Girls, I want to thank you all for the prayers. The wake and funeral were truly beautiful. I sang along with my dear friend who used to be musical director of the parish, and we chose all of Grandma's favorite songs (Be Not Afraid, On Eagle's Wings, You Are Mine, Ave Maria- Schubert, Pie Jesu, and I Am the Bread of Life). At first I was unable to sing, watching her coffin come down the aisle. Luckily, I was the harmonist... but even then, I was so worried I wouldn't be able to get through the Mass. I prayed for strength from Mary, a little tip from my friend, which helped tremendously, but then came Ave Maria and I just lost it. My friend sang this one as a solo, but immediately afterwards, I needed to be prepared for my solo in Pie Jesu. I received Communion, crying the whole time, and on the way back up the stairs to the choir loft, whispered a prayer to my Grandma: "Grandma, if you want this to sound halfway decent, I need you to help me through it!!" I literally stopped crying immediately, and just at that moment, we were ready to begin the Pie Jesu.
I think she really would have loved everything about her wake and funeral. It was absolutely perfect. And the poetic ending to it all is that she was laid to rest next to her husband who she ADORED, on what would have been their 63rd Wedding Anniversary. (He passed 23 yrs ago.)
In my home now is the gorgeous statue of St. Ann with young Mary that belonged to my Grandma. I promise to pray to the image of this powerful Saint in honor of all of you.

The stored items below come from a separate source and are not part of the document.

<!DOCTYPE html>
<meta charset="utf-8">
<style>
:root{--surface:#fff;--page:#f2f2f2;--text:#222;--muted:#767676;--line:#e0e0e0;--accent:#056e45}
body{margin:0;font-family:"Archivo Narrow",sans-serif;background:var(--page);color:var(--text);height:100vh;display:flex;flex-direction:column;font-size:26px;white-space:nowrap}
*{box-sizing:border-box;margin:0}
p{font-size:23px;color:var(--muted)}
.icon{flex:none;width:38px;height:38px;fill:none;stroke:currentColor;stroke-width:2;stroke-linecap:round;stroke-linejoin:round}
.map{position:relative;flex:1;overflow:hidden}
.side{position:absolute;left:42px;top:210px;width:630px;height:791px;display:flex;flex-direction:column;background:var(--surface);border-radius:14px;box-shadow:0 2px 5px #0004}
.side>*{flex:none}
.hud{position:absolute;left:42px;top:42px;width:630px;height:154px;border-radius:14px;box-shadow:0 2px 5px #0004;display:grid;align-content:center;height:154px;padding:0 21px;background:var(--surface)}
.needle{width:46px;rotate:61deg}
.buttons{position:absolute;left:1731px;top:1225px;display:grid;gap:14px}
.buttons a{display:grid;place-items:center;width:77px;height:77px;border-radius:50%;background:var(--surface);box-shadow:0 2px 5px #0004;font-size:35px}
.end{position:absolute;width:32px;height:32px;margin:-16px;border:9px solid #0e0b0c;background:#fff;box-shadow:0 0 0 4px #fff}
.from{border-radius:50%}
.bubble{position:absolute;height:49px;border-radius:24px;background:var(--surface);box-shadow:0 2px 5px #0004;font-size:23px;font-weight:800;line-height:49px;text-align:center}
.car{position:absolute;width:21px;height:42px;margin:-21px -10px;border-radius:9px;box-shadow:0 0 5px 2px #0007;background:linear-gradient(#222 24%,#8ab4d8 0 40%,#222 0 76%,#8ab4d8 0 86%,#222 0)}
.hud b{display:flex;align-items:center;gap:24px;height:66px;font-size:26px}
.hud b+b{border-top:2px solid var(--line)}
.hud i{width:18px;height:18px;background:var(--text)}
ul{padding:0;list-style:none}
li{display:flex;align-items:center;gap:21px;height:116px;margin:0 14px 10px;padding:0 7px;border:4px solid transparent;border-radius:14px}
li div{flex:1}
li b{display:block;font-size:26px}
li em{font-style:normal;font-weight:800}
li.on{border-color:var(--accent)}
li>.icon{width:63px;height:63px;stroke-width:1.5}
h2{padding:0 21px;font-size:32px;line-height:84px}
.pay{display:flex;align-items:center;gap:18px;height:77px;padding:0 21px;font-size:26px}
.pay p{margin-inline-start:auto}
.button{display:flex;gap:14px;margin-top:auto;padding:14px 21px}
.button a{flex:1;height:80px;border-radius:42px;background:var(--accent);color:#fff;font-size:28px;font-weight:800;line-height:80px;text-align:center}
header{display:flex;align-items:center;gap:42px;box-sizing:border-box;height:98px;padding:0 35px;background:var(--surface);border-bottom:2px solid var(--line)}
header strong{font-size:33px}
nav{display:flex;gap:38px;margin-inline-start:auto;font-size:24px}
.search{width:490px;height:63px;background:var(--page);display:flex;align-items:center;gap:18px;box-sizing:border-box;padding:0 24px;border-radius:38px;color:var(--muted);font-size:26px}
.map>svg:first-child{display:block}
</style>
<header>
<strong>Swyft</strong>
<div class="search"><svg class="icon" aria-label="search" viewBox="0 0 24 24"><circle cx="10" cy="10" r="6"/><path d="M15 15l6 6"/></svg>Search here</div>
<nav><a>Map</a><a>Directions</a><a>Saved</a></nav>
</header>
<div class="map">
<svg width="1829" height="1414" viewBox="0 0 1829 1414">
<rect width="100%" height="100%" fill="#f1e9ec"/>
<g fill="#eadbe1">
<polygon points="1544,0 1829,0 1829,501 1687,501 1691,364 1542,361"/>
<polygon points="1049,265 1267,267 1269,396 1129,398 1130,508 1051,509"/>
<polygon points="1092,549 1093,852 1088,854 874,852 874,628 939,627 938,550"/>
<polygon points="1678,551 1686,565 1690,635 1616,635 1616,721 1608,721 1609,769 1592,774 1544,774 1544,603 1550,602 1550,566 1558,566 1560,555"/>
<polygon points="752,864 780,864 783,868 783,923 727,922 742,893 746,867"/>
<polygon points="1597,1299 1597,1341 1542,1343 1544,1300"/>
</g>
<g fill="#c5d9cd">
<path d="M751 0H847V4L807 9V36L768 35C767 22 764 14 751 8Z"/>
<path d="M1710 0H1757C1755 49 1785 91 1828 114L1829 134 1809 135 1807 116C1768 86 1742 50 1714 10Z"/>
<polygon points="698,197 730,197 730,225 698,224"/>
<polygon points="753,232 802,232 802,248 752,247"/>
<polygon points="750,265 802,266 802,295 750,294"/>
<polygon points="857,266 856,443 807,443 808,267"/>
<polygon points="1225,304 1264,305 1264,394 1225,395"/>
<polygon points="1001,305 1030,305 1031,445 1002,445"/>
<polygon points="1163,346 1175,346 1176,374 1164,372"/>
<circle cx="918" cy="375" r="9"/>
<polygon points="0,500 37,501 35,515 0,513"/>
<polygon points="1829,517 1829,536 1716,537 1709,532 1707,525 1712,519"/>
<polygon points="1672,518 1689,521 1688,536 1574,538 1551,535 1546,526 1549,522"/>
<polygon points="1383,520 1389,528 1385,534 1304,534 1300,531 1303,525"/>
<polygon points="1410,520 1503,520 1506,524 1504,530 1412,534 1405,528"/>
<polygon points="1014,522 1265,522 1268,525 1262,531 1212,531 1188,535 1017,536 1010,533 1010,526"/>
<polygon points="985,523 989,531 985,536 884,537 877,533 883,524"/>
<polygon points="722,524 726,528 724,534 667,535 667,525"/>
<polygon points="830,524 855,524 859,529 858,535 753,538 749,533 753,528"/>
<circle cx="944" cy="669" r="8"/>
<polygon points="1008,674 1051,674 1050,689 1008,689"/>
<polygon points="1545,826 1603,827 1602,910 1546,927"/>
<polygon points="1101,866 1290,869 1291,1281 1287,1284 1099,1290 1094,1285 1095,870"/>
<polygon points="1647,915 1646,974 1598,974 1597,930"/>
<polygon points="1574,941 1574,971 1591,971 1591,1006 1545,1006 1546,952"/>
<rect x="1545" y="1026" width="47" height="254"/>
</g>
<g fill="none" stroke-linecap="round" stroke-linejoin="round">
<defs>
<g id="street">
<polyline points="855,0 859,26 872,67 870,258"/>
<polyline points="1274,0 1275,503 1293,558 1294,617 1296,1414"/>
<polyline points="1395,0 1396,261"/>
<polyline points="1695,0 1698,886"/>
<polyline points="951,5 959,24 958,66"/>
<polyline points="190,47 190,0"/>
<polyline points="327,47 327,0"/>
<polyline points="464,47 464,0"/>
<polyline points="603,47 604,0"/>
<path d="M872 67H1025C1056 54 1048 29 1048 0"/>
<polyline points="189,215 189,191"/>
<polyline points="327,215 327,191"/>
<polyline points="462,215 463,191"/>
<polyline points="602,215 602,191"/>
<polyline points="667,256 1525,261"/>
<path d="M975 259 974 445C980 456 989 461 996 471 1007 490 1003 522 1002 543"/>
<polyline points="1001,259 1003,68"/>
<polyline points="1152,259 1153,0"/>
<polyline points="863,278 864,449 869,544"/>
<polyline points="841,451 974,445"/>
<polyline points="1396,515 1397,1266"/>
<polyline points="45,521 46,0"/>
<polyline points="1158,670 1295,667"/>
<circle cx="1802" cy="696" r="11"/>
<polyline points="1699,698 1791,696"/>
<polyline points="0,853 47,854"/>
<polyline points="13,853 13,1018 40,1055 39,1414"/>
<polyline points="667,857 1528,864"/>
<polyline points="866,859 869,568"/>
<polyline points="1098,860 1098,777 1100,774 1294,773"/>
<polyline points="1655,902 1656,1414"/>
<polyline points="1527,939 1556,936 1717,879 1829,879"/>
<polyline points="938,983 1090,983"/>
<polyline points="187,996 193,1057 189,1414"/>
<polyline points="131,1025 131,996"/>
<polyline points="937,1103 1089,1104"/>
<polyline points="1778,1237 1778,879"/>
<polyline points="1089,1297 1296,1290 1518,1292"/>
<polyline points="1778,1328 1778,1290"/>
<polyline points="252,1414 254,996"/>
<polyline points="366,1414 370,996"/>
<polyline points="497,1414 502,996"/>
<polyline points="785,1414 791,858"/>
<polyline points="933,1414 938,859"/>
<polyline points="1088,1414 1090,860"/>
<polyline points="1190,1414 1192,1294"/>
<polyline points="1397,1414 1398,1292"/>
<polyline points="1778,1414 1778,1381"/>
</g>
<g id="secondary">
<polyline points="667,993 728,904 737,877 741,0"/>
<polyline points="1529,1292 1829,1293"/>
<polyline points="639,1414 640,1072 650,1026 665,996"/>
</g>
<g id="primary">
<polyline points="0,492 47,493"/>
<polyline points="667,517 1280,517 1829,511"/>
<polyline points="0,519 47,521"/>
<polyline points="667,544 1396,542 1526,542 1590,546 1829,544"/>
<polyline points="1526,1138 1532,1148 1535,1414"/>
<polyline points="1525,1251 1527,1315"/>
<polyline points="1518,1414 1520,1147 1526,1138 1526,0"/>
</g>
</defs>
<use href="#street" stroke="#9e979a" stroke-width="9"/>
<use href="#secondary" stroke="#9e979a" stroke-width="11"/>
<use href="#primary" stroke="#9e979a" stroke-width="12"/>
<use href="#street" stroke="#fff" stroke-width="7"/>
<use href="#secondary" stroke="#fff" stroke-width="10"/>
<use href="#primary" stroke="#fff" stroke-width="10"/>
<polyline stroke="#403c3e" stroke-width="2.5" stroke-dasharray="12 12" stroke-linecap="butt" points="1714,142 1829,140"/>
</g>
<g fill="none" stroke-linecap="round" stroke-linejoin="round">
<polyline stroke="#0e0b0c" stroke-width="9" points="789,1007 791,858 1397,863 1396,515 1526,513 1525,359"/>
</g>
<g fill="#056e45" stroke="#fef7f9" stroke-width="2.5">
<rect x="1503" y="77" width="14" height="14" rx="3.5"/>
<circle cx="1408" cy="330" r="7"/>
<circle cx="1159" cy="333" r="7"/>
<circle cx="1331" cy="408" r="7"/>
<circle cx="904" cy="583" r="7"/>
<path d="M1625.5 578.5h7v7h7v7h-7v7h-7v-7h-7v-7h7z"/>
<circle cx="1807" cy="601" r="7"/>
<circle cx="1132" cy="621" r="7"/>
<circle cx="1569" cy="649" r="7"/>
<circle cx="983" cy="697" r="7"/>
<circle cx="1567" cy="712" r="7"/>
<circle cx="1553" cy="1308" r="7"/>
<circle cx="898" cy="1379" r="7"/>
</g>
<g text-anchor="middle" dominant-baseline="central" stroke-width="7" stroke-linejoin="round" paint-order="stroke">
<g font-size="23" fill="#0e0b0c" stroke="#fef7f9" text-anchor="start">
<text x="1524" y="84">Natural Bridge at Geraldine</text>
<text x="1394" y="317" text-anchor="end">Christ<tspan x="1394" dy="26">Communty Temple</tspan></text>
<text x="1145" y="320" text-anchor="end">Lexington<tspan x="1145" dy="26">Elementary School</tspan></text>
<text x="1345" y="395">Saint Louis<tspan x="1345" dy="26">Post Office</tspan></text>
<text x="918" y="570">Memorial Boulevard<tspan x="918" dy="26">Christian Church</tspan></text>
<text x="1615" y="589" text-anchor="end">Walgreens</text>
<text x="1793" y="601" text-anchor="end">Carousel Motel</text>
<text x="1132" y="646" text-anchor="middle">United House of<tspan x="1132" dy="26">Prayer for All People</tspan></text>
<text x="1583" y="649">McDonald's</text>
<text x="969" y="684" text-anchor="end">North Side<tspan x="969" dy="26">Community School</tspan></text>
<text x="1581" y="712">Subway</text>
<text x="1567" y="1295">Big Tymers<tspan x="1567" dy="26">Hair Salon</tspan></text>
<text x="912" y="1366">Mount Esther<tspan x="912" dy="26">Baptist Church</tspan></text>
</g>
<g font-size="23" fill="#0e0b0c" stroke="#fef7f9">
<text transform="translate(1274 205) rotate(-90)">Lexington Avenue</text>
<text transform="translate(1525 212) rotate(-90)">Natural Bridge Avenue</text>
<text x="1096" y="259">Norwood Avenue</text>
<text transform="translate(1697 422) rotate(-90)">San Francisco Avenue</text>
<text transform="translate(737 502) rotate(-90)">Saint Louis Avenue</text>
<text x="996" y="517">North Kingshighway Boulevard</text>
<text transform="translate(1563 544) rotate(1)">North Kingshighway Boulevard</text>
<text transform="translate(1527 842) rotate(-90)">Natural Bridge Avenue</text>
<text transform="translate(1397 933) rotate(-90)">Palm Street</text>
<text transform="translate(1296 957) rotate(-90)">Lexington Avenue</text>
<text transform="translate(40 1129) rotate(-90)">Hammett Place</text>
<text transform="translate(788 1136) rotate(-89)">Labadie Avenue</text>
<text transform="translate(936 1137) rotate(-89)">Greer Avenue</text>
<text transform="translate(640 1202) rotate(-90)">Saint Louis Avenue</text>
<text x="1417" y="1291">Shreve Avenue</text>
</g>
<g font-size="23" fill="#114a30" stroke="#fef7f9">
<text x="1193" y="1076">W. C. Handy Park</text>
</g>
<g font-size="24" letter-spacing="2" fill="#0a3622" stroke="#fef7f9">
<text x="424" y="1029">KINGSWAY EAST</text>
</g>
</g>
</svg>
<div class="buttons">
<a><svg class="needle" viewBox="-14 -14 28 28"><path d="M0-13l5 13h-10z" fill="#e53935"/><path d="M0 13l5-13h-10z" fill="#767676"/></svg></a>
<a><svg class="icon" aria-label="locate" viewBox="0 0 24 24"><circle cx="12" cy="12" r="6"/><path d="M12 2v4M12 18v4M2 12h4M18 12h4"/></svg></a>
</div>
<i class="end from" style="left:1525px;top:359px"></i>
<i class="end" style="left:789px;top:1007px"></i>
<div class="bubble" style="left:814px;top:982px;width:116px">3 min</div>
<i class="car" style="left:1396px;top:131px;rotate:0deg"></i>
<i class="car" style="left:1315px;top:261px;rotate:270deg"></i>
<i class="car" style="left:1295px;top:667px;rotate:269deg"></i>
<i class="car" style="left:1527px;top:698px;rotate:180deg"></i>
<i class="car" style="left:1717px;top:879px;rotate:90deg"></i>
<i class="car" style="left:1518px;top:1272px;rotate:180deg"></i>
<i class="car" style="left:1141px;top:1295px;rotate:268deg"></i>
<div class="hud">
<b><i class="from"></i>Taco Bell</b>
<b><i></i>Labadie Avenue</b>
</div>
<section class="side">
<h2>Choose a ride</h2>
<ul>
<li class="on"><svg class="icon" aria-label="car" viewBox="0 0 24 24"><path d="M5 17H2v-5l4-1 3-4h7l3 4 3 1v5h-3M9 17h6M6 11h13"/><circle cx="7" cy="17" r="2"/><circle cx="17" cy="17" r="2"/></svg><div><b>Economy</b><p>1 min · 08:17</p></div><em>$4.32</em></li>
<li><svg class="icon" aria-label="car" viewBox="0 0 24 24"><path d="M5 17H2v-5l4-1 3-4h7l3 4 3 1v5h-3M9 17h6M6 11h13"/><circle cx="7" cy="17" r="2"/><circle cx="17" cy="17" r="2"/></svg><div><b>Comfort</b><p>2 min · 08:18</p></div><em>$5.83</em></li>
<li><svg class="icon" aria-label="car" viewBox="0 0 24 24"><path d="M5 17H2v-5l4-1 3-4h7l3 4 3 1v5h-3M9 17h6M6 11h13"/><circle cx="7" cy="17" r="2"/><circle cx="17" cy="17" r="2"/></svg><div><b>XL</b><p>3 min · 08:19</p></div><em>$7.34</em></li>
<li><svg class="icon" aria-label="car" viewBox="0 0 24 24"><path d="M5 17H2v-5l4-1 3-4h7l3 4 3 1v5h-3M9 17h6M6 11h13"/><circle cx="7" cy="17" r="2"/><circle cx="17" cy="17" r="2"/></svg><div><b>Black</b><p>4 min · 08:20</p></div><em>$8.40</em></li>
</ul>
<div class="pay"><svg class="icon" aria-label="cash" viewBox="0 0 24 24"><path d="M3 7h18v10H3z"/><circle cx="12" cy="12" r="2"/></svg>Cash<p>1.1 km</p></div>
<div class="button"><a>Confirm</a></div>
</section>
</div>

I will be going on my first March for Life in DC tomorrow, and I'm really looking forward to it. I'll be sure to also offer prayers for each one of us while in the presence of all of that faith. It will be overwhelming, I'm sure!!
As for my cycle, I am P+9 today, and just got my P+7 b/w done today. I was going to forego it altogether, but my Dr said she can still "use" the information from P+9. I'm due for the blood pg test on Saturday, which means I won't have those results until Monday. More waiting, and of course, lots of pressure because I would love to say that while one very important person left my life this month, another joined it. What I do know is that St. Therese has been working miracles all around me and answering every single one of my prayers. Every time this past week that I uttered the words, "Please pick a rose from the heavenly gardens and send it to me with a message of love," I've had the realization that my heavenly Rose was the very best Rose I ever could have received. My Grandma has been the answer to my prayers, and for that, I will forever be thankful. She is the rock of our family, and the reason for my faith. I am who I am because of her.
I had some very slight spotting at P+5. Possibly due to the antibiotics and healing still...? It was only once that day, and not since then. I'm so tired of trying to read into my cycles, just when I think they are getting more "normal" looking, something else goes wrong. And I still have all this PC and 6PC in the post-Peak. I thought maybe that would disappear after Dr Toth treatment. Oh well.
In my dream last night, I did dream of my baby. Not pregnancy or even labor, but somehow I knew it was my newborn baby. The weird part is, my DH and I both have blonde hair, and the baby had the DARKEST black hair you've ever seen!! I believe it was a girl, too.
Again, thank you for the beautiful words and prayers that you offered me over the past several days.